The tomb was beginning to fill with choking, acrid smoke. There was a strange smell in the air: a combination of burning rubber, ozone, and—ominously—methane.
“What’s happening?” one of the roustabouts was shouting, in a ragged, hysterical tone. He had a gash on his temple that was bleeding freely. “What’s happening?”
What’s happening? The words of Narmer’s curse came into Logan’s mind. Any man who dares enter my tomb will meet an end certain and swift. The hand that touches my immortal form will burn with unquenchable fire. Should any in their temerity pass th
e third gate, then the black god of the deepest pit will seize him, and his limbs will be scattered to the uttermost corners of the earth.
“It’s Narmer’s queen,” he said. “Niethotep. She’s trying to preserve her immortality by burying her tomb—the tomb she stole from her husband—all over again. Killing all who would attempt to despoil it—who might attempt to wield the crown.

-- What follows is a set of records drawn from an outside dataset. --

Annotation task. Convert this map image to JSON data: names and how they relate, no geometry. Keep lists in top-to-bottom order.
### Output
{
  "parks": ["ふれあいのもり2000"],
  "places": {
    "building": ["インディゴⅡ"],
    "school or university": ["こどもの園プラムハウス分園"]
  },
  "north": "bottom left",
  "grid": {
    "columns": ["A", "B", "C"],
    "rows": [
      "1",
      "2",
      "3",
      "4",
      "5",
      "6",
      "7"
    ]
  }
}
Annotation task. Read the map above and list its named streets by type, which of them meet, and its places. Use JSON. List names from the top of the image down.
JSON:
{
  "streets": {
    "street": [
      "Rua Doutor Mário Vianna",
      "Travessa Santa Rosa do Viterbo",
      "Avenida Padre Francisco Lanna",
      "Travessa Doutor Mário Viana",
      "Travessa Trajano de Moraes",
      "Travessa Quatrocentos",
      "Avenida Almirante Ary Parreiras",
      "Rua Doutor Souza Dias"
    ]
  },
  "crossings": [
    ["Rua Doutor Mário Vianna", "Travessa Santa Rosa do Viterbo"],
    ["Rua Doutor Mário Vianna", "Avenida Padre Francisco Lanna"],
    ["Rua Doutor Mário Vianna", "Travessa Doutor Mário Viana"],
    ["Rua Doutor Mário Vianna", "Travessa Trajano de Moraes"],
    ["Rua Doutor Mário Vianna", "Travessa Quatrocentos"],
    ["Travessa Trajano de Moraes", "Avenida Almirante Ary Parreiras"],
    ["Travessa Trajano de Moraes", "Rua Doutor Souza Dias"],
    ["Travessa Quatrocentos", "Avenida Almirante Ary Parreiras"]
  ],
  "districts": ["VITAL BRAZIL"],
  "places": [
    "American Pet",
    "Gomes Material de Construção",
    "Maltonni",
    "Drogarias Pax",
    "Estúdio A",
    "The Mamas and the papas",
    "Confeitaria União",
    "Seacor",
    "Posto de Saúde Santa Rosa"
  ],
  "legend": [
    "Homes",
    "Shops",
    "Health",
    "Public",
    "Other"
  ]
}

It’s the queen—with a little help from Jennifer Rush.”
Logan realized that, in fact, he had only thought these words, not spoken them aloud. Ethan Rush was still at his side, urging him to stand. With an effort, he rose to his feet; the world swayed around him, then slowly righted itself. Rush looked intently into his eyes, grunted, then began leading the way out of the tomb.
They left the ebony nightmare of chamber three, passed through chamber two and into the larger space of chamber one. Here, the entire team was clustered around the Lock and the platform that lay beyond. There were no emergency lights here, and several people had their flashlights out, the yellow beams lancing through the thickening air. Numerous radios were chattering, filling the background with a steady, electronic din. Logan could make out the figure of Stone, standing on the air lock platform, starting to direct people up the sloping tunnel of the Umbilicus. One of the security guards urged Stone to make the climb himself, and after a moment Stone relented and went next in line. He was followed by two of the technicians. Then one of the grunts, the one named Kowinsky, forced himself to the head of the line and began climbing frantically, despite the angry shouts of Valentino, who was standing at the rear, urging everyone else on before him.

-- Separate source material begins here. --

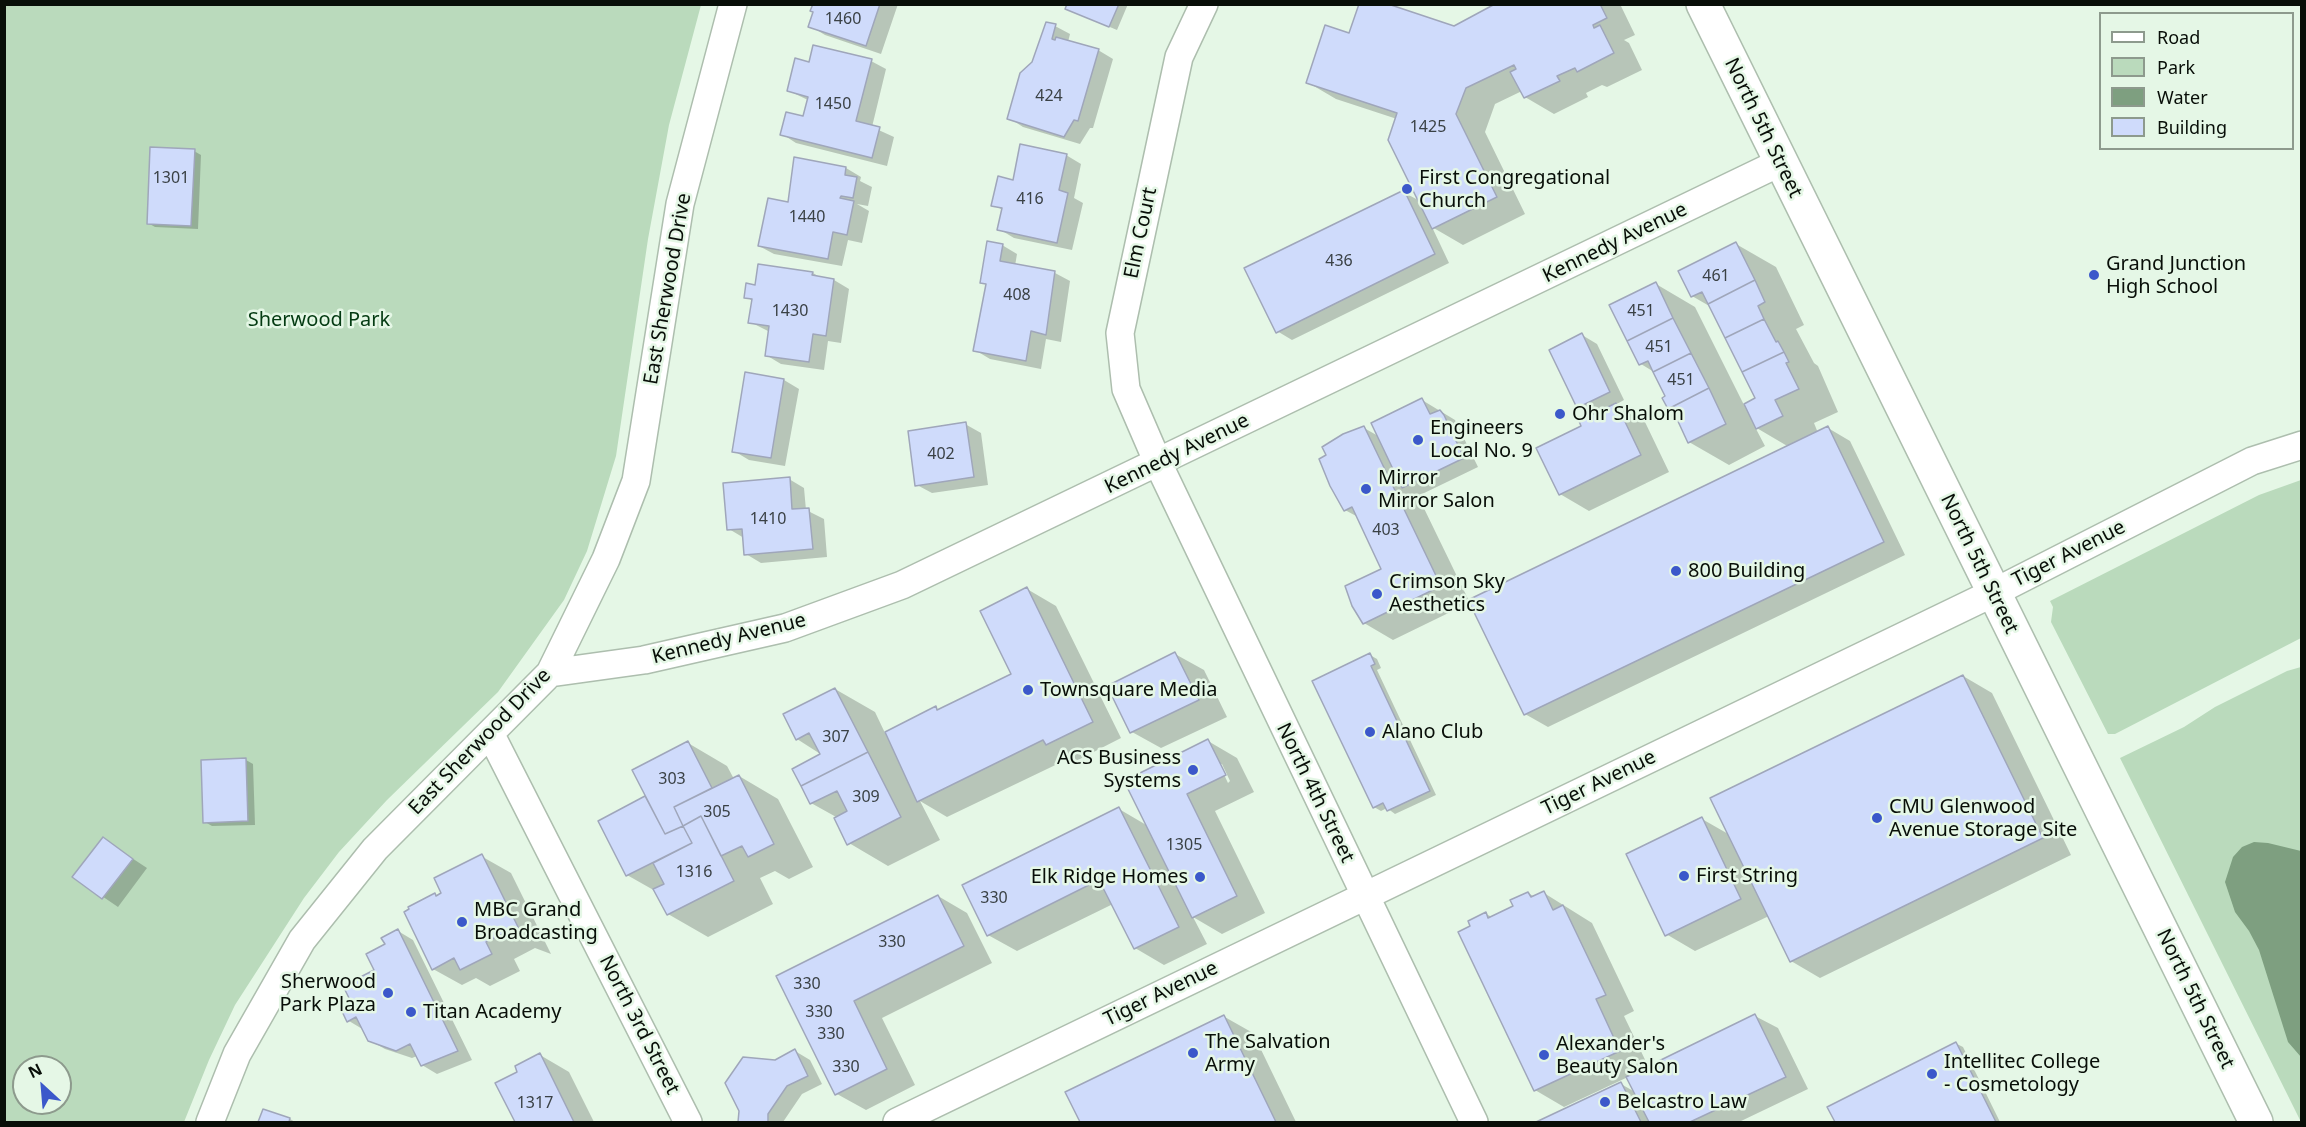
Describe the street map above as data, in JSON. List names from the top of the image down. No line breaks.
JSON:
{"streets":{"street":["North 5th Street","Elm Court","Kennedy Avenue","East Sherwood Drive","Tiger Avenue","North 4th Street","North 3rd Street"]},"crossings":[["North 5th Street","Kennedy Avenue"],["North 5th Street","Tiger Avenue"],["Elm Court","Kennedy Avenue"],["Elm Court","North 4th Street"],["Kennedy Avenue","East Sherwood Drive"],["Kennedy Avenue","North 4th Street"],["East Sherwood Drive","North 3rd Street"],["Tiger Avenue","North 4th Street"]],"parks":["Sherwood Park"],"places":["First Congregational Church","Grand Junction High School","Ohr Shalom","Engineers Local No. 9","Mirror Mirror Salon","800 Building","Crimson Sky Aesthetics","Townsquare Media","Alano Club","ACS Business Systems","CMU Glenwood Avenue Storage Site","First String","Elk Ridge Homes","MBC Grand Broadcasting","Sherwood Park Plaza","Titan Academy","The Salvation Army","Alexander's Beauty Salon","Intellitec College - Cosmetology","Belcastro Law"],"house_numbers":["1460","424","1450","1425","1301","416","1440","436","461","408","1430","451","451","451","402","1410","403","307","303","309","305","1305","1316","330","330","330","330","330","330","1317"],"legend":["Road","Park","Water","Building"],"north":"top left"}
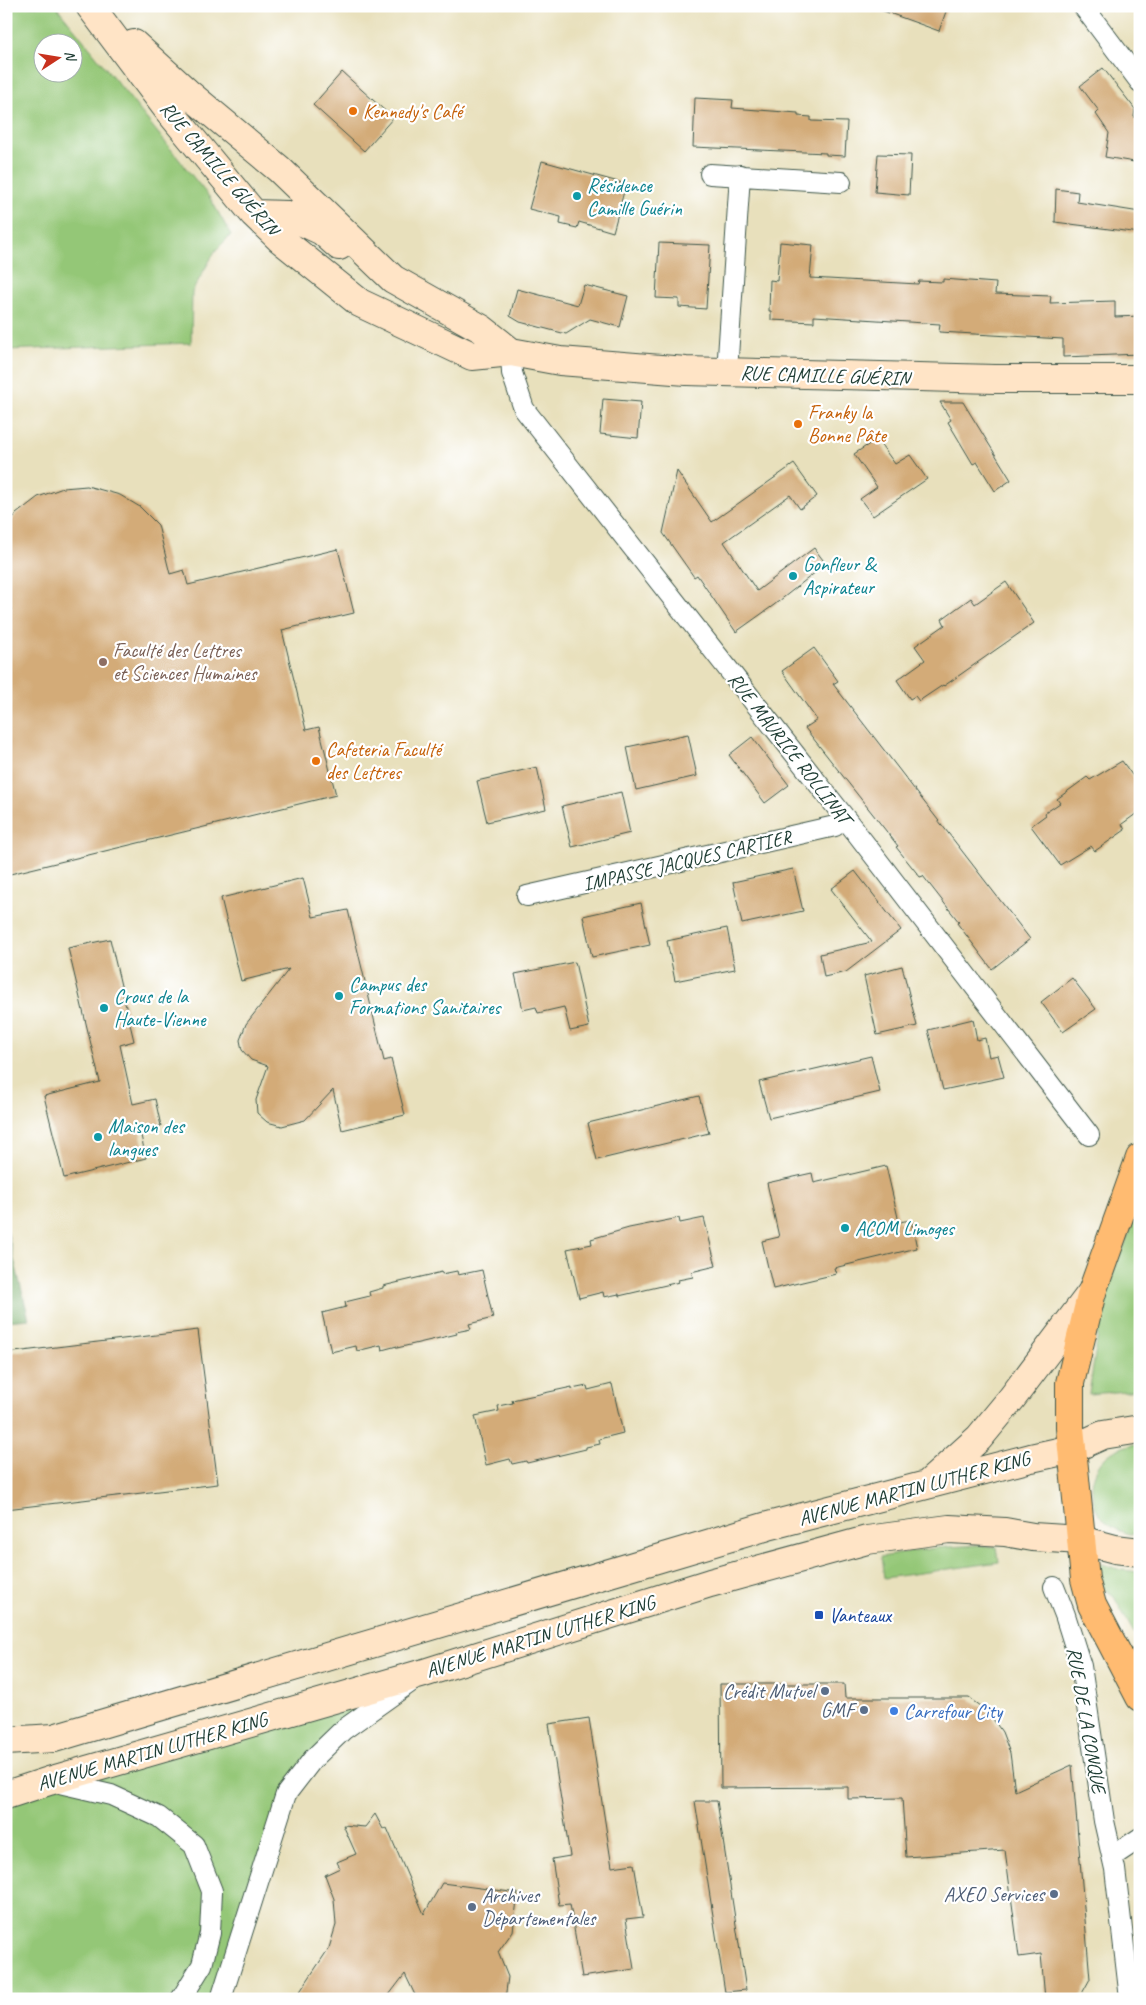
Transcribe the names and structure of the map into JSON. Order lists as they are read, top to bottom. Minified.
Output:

And now, shuffling forward with the others, Logan found himself ducking through the heavy door of the Lock, past the dressed granite that made up the entrance to Narmer’s tomb, and onto the thick metal grating of the air lock platform. Tina Romero was directly in front of him; she looked back, gave him a wan smile, and started to ascend. And then it was his turn. He grabbed the first handhold, looked up in preparation to climb—and stopped dead.